There are literally dozens of archival repositories scattered throughout the internet, loaded with declassified or never-classified military manuals from dozens of nations. These are frequently the current editions of manuals on a given subject. It is important to note that this is no substitute for a measured, supervised course of instruction. Leaders – especially military leaders – are not created overnight. However…in an environment where military leadership is suddenly needed, those individuals who see themselves as filling that role, can now tweeze out at least a reasonable series of academic learning.

But what about actual “field training“?

In previous decades of the late-20th Century, civilians attempting to provide themselves with military training usually resorted, to be frank, to the old children’s game pf “Army”, shouting “BANG!” at each other with rifles; in this, they were not too different from pre-World War 2 training, at least in the United States. The US military, obviously, radically reformed its training regimen after that war, to make its troops far better prepared for the next go-round.

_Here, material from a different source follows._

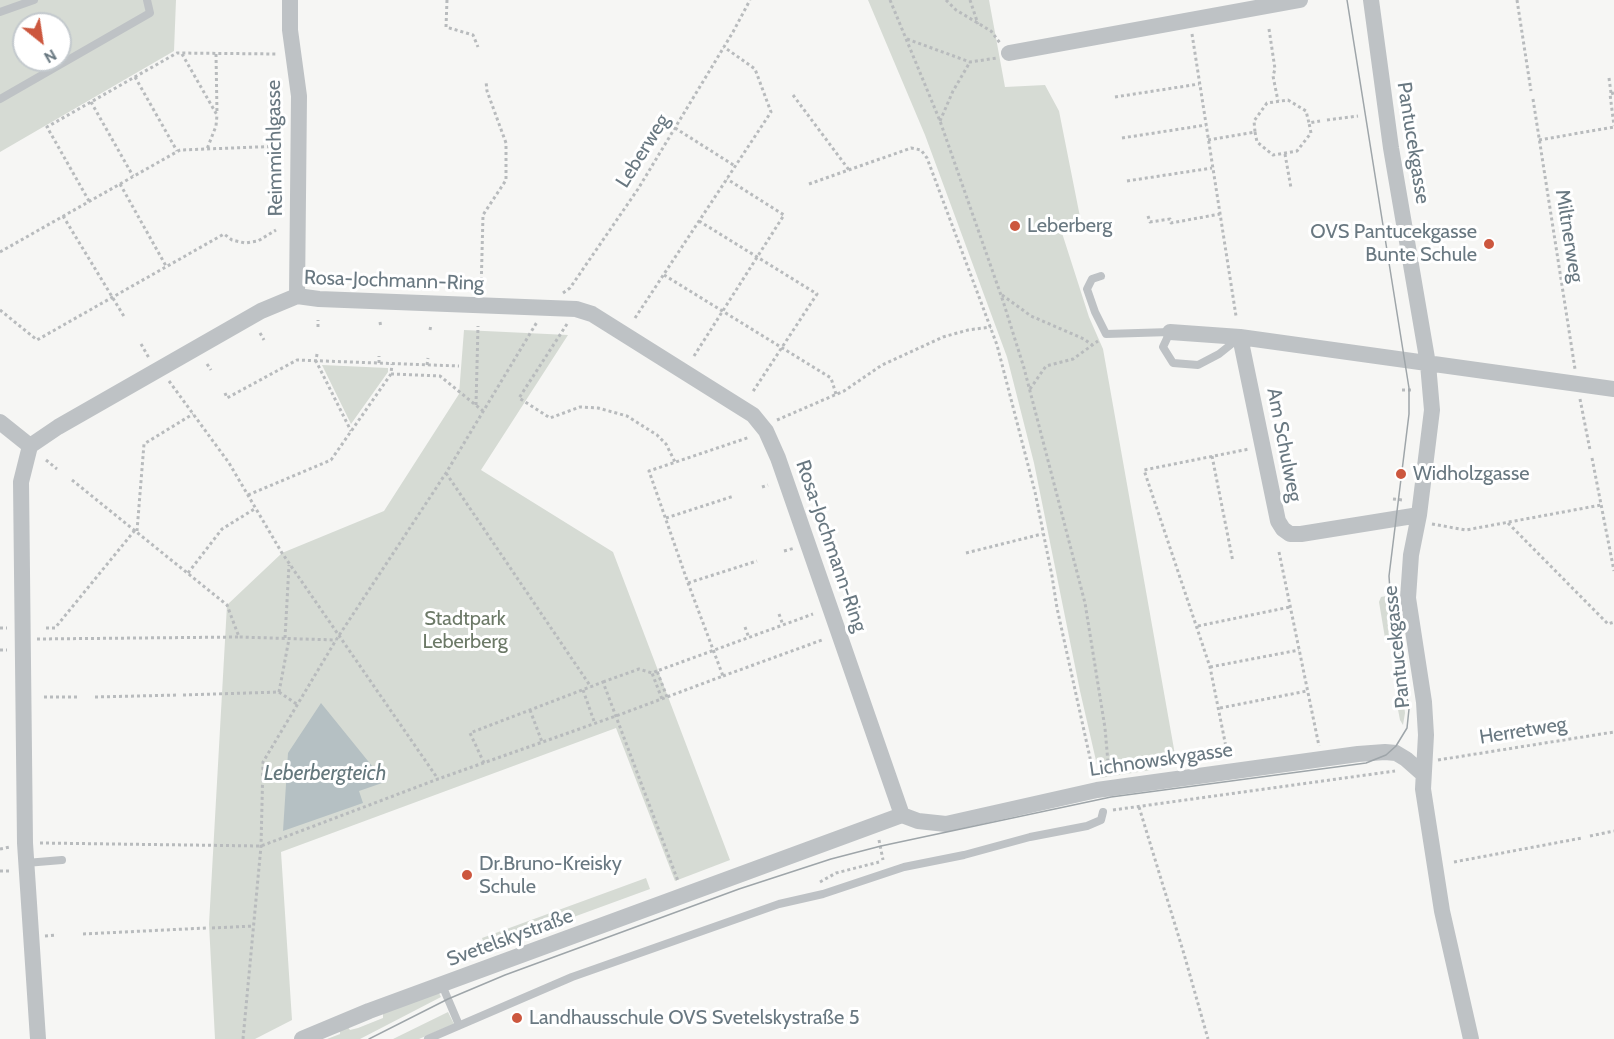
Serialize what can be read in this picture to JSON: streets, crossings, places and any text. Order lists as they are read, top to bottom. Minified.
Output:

Today, however, the increasing popularity of “combat games” such as AirSoft (or the older paintball) offer a facsimile of military training – neither as good, nor as consistent as a regular force – that is still sufficient to offer much more than a “first step”.

 

The Global Implications of Military-Sphere Democratization

The democratization of military capabilities is redrawing the maps of global power and conflict. Small nations and non-state actors now have access to capabilities once reserved solely to major powers and their proxies. This shift is forcing a reevaluation of traditional military doctrines and international relations:

 

  1. Asymmetric Warfare Evolved: The line between state and non-state military capabilities is blurring, making conflicts more unpredictable and potentially more protracted.
  2. Proliferation Challenges: Traditional arms control measures are struggling to adapt to a world where military capabilities can be ‘printed’ or improvised.
  3. Ethics and Legality: The ease of accessing military capabilities raises complex ethical and legal questions about the conduct of war and the definition of combatants.
  4. Innovation Acceleration: The decentralized nature of these developments is driving rapid innovation, often outpacing traditional military R&D cycles.
  5. Global Security Landscape: As capabilities proliferate, the potential for conflict may increase, but so too might the barriers to large-scale war.

 

A Look Ahead

In this new landscape, the international community faces tough questions. How does the world manage the proliferation of military capabilities in an age of digital sharing and additive manufacture? Can international laws and norms adapt quickly enough to address these changes?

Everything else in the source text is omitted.